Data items
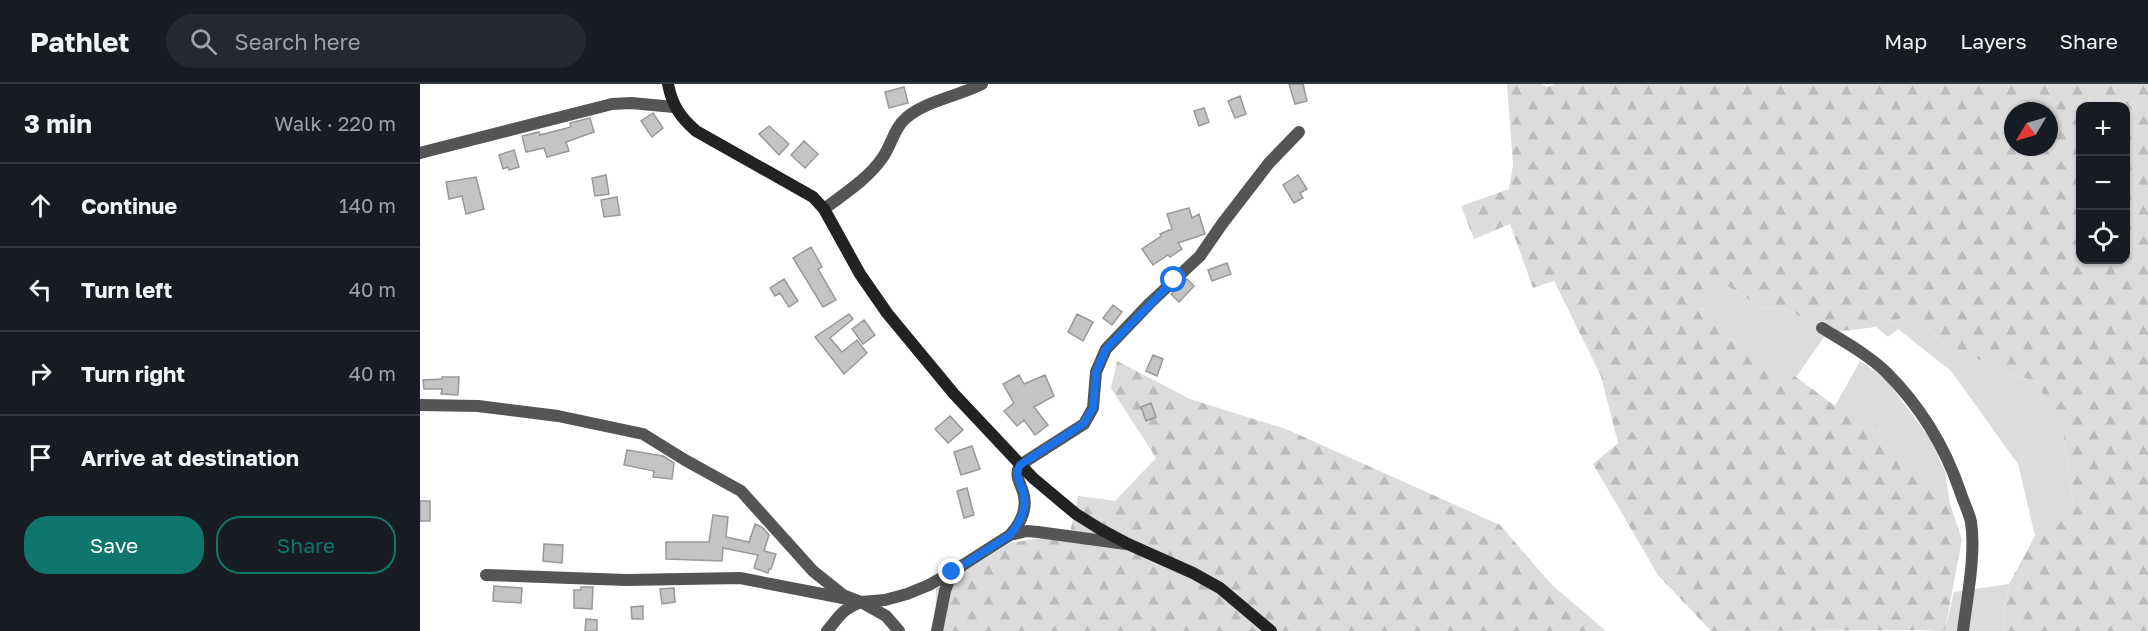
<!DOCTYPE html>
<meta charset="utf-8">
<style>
body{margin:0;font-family:"Golos Text",sans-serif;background:#242831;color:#f1f3f6}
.controls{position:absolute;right:18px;top:18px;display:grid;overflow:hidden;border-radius:12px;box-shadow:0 2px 4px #0004}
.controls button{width:54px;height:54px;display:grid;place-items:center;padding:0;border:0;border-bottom:2px solid #363941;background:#171b24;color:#f1f3f6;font:30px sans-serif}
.compass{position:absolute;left:1584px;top:18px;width:54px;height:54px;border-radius:50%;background:#171b24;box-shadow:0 2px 4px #0004;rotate:232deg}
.stop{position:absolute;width:18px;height:18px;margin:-14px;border:4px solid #1a73e8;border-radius:50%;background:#fff}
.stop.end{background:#1a73e8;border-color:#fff;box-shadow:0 2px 6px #0008}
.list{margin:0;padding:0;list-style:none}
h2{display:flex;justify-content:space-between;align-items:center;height:78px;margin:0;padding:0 24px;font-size:26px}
h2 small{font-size:20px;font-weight:400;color:#9ea1a6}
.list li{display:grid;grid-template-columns:39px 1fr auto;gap:18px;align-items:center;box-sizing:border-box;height:84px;padding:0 24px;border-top:2px solid #363941}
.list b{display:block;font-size:22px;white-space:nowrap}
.list em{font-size:20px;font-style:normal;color:#9ea1a6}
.actions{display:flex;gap:12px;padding:18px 24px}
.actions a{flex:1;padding:14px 0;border:2px solid #0f766e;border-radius:24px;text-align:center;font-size:21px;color:#0f766e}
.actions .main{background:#0f766e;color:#fff}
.icon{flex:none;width:33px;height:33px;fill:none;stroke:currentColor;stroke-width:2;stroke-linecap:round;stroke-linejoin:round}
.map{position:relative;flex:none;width:1728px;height:547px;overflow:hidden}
header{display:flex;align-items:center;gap:36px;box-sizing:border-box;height:84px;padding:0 30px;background:#171b24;border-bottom:2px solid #363941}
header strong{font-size:28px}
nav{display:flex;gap:33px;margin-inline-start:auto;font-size:21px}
.search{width:420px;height:54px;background:#242831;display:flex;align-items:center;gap:15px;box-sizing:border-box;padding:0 21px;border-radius:33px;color:#9ea1a6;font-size:22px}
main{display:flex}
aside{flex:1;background:#171b24}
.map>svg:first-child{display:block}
</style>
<header>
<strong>Pathlet</strong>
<div class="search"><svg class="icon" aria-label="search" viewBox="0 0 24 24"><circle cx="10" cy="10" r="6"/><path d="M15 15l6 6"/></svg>Search here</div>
<nav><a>Map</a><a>Layers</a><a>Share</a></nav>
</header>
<main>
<aside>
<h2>3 min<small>Walk · 220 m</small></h2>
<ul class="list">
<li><svg class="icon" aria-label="ahead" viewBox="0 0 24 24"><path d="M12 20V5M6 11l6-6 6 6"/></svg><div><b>Continue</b></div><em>140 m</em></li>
<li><svg class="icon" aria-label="left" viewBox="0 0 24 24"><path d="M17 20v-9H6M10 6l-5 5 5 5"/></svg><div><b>Turn left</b></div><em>40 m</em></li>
<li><svg class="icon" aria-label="right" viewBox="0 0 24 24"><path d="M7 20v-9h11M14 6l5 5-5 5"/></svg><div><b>Turn right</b></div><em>40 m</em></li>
<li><svg class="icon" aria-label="arrive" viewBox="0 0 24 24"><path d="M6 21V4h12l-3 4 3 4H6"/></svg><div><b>Arrive at destination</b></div></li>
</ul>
<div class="actions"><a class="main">Save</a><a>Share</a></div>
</aside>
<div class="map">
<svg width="1728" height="547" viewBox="0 0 1728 547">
<defs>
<pattern id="forest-firs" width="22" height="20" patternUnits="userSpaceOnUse" patternTransform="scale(1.5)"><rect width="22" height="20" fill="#dcdcdc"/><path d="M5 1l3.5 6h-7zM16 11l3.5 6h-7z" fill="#bbb"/></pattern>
</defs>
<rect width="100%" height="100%" fill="#fff"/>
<path fill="#dcdcdc" d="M1303,199L1341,223L1371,227L1407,249L1376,293L1338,269L1318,261L1280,229Z
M1492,231L1526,261L1596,292L1616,297L1643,347L1653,416L1615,452L1598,380L1531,287L1478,245L1468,253L1456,243Z
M1440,277L1465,294L1511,356L1525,387L1530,420L1502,384L1415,322Z
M1589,500L1583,534L1585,547H1499L1525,546L1534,508Z"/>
<path fill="url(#forest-firs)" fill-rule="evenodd" d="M1087,0H1121L1128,3L1135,0H1728V547H1585L1583,534L1589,500L1615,452L1653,416L1643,347L1616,297L1596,292L1526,261L1492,231L1456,243L1407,249L1371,227L1341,223L1303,199L1280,229L1318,261L1338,269L1376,293L1415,322L1456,340L1502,384L1530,420L1542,455L1525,546L1291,547L1238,491L1173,380L1198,359L1181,292L1134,197L1113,204L1090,140L1054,155L1041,122L1089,105L1093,81ZM1660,22H1706V176H1660ZM1593,27H1629V63H1593Z
M697,277L770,315L866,345L1080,441L1132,501L1186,547H515L516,505L590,459L650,449L658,412L695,417L736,374L691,304Z"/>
<path fill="#c4c4c4" stroke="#999" stroke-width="1.5" d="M869,0H883L887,17L875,20Z
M484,3L488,19L469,24L465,8Z
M820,12L826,30L815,34L808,17Z
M784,24L789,38L779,42L774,27Z
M233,29L243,44L232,53L221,37Z
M170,34L174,48L146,58L149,67L127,73L124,64L106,68L102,52L119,48L120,51L151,43L150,39Z
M349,42L369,60L359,71L339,50Z
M384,57L398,70L385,84L371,71Z
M94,66L99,83L89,86L88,83L83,85L79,71Z
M186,91L189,110L175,112L172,94Z
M878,91L887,105L880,109L883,114L874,119L863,101Z
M56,93L64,125L46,130L42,112L29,115L26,98Z
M197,113L200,131L184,133L181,116Z
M769,124L772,134L779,130L785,150L758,159L762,165L750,173L748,171L733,181L722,165L741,152L740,150L752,145L747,130Z
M391,163L402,183L398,185L416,216L403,223L373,174Z
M807,179L811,190L792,197L788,186Z
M364,195L378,217L369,223L360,209L355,212L350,204Z
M767,195L774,202L759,218L751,210Z
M693,221L702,228L692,241L683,234Z
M429,230L433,235L410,254L422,268L437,256L447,269L424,290L395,253Z
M657,230L673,238L663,257L648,248Z
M444,236L455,251L443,260L432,245Z
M733,271L743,275L737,292L726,287Z
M599,291L604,300L625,291L634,312L614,323L628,341L615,351L604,336L597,342L584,327L594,319L583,300Z
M22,293H39L38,311L21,310L22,305H4L3,296L22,295Z
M731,319L736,333L726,337L721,323Z
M530,332L543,346L528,359L515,345Z
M552,362L560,385L541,391L534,368Z
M207,366L243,372L254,379L252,395L233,393L234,387L204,381Z
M547,404L554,431L544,434L537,407Z
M0,417H10V437H0Z
M293,431L308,433L306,453L329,458L335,440L342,443L349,451L344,467L356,470L351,485H349L348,489L334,484L338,471L303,464L302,477L246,475V458H289Z
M124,460L143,461L142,479L123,477Z
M74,502L102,504L101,519L73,517Z
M161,503H173L172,525L154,524V506H161Z
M254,504L255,518L242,520L240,505Z
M223,522V535H212L211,523Z
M166,535L177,536V547H165Z"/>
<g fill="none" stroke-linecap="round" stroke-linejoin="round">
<path stroke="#555" stroke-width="12" d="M0,69L192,20L211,19L254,23
M404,125C424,110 449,94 463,73C472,60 474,44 486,34C505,17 539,12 562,0
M1402,244C1423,257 1447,270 1466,288C1499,321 1525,363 1540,407C1543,417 1549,428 1551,438C1556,470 1547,514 1543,547
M0,321L58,322L138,332L223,350L265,376L321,407L393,487L423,511L441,518L465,516L487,510L509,501L532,488L590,451C601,439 608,424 603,408C600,398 594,391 600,381L664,340L673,324L676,288L686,265L730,219L780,172L802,140L849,79L879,48
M590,451L607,447L618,448L706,460
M66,491L206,496L320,494L423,514
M443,519L466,532L479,547
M407,547C419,533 422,525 441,518
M517,547L525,507L532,488"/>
<path stroke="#222" stroke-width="12" d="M248,0C252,21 260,33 276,47L393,113L404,125L440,190L467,229L534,310L613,394L656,430L680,445L708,460L773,489L800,504L851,547"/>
</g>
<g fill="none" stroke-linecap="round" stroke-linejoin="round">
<path stroke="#1a73e8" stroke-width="8" d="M532,488L590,451C600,439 608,424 603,408C600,397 594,391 600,381L663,340L673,324L676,288L686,265L754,196"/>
</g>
</svg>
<div class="controls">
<button>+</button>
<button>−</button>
<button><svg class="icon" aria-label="locate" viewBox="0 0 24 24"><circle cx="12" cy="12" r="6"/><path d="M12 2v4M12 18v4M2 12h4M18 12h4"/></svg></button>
</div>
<svg class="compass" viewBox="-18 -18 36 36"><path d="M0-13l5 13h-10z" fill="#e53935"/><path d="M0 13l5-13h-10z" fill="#9ea1a6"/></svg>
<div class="stop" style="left:754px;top:196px"></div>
<div class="stop end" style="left:532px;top:488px"></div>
</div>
</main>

* Aim of the exercise *
How many lines in the records above contain the word "compass"? Give only the number.

* Answer to this problem *
2